On the surface, Train‘s new album AM Gold is simple enough: It’s partly about loving oneself, loving others, and the persistence of memory, and the music’s shot through with a 1970s flair. But for singer Pat Monahan, the trick is to say something familiar in an individualized way — and very few in the highly saturated music business possess that preternatural ability.
“If I see the song title ‘Home’ again, I think I might cut my ears off,” Monahan tells GRAMMY.com over Zoom, days before AM Gold‘s release on May 20. His mind then drifts to what makes a famous song so magical. “When Tom Petty is singing about being a bad boy, and all the good girls are home with broken hearts, he says ‘I’m free,’ but then he finishes it with ‘Free falling.'”
As Monahan explains, Petty could have left the chorus at “free.” But thankfully, he didn’t.
That knack for making shopworn concepts like love, loss and heartbreak fresh and personal explains “Cleopatra,” the GRAMMY-winning band’s lush new single, premiering below. “It’s a story that you learn when you’re a child,” Monahan says. “The vision of Cleopatra and Mark Antony and how brief their time together was.”
How did he spin it into something that sounds new? Part of it’s the writing; part of it’s the inspired inclusion of Mexican singer Sofía Reyes. “She just sang it so much better than I ever could have done it,” Monahan says. “And then, she added some Spanish to the song, which was just enough to be so romantic and beautiful.”

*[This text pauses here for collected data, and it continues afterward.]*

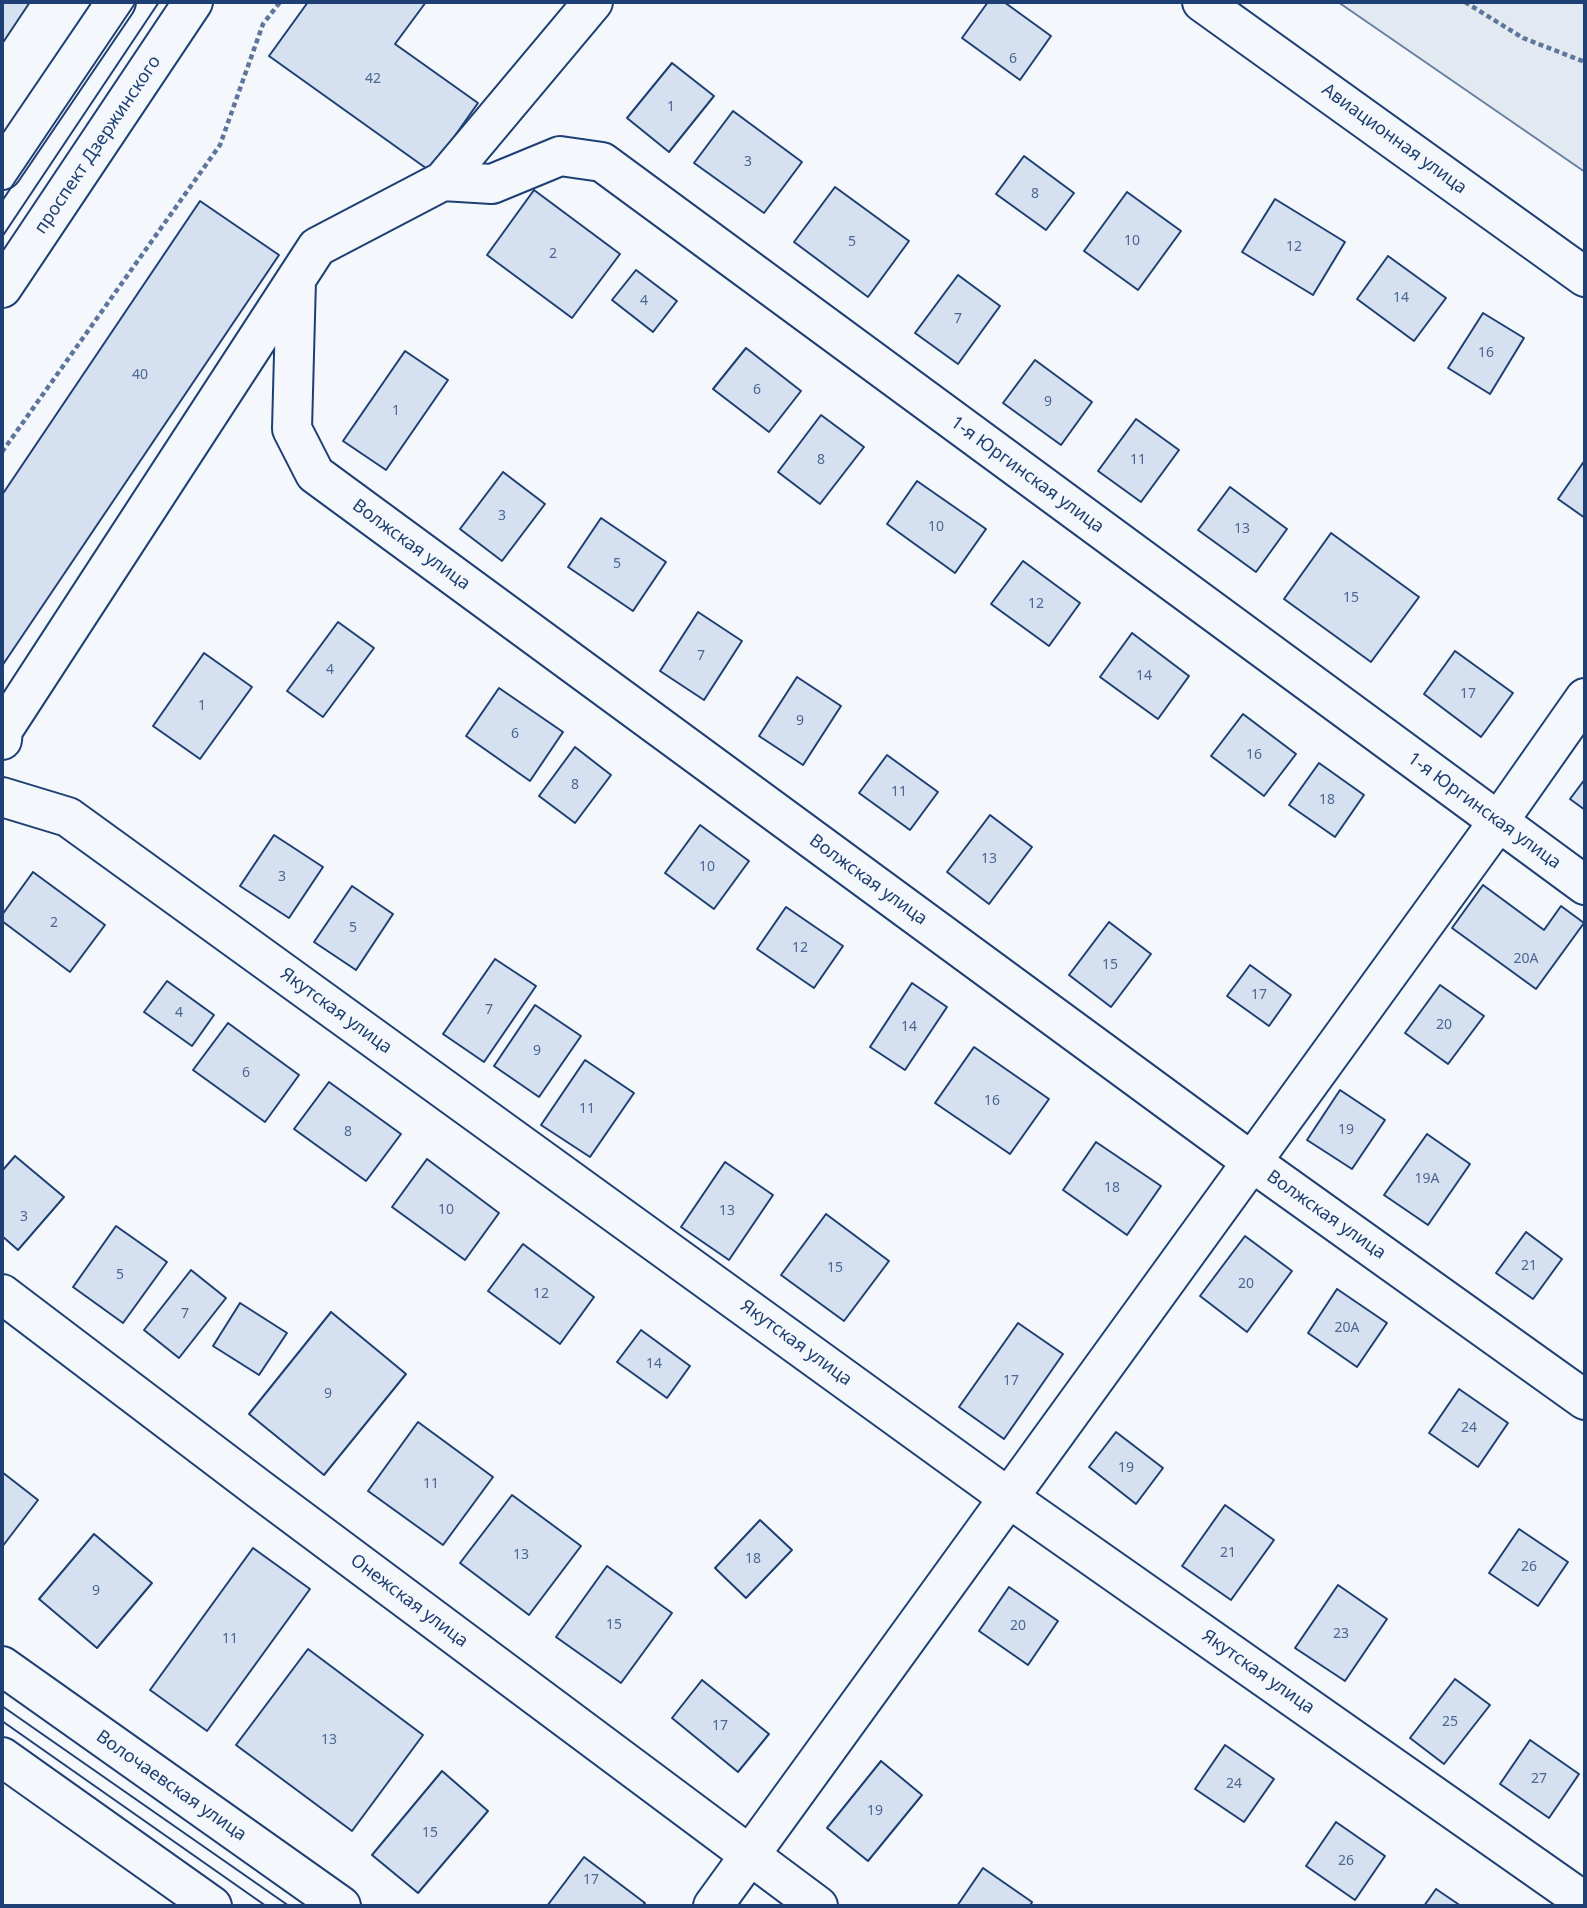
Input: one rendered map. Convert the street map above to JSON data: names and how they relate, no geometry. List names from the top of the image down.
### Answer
{
  "streets": {
    "street": [
      "Авиационная улица",
      "проспект Дзержинского",
      "1-я Юргинская улица",
      "Волжская улица",
      "Якутская улица",
      "Онежская улица",
      "Волочаевская улица"
    ]
  },
  "house_numbers": [
    "6",
    "42",
    "1",
    "3",
    "8",
    "10",
    "5",
    "12",
    "2",
    "14",
    "4",
    "7",
    "16",
    "40",
    "6",
    "9",
    "1",
    "8",
    "11",
    "3",
    "10",
    "13",
    "5",
    "15",
    "12",
    "7",
    "4",
    "14",
    "17",
    "1",
    "9",
    "6",
    "16",
    "8",
    "11",
    "18",
    "13",
    "10",
    "3",
    "2",
    "5",
    "12",
    "20А",
    "15",
    "17",
    "7",
    "4",
    "20",
    "14",
    "9",
    "6",
    "16",
    "11",
    "19",
    "8",
    "19А",
    "18",
    "10",
    "13",
    "3",
    "21",
    "15",
    "5",
    "20",
    "12",
    "7",
    "20А",
    "14",
    "17",
    "9",
    "24",
    "19",
    "11",
    "21",
    "13",
    "18",
    "26",
    "9",
    "15",
    "20",
    "23",
    "11",
    "25",
    "17",
    "13",
    "27",
    "24",
    "19",
    "15",
    "26",
    "17"
  ]
}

This interview has been edited for clarity.
From the sound of the opening title track, you might think you’re in for a full-on pastiche album. But then AM Gold hurtles into classic-sounding Train — albeit maintaining that vibe. Was that an intentional balance?
I don’t think it was very conscious, to be honest. I went from writing with a bunch of professional writers in Los Angeles to lockdown, which forced me to write songs on Zoom. It ended up being that they were absolutely tremendous at this. Had I not had to do all of this virtually, I may not have recognized their talent and quality.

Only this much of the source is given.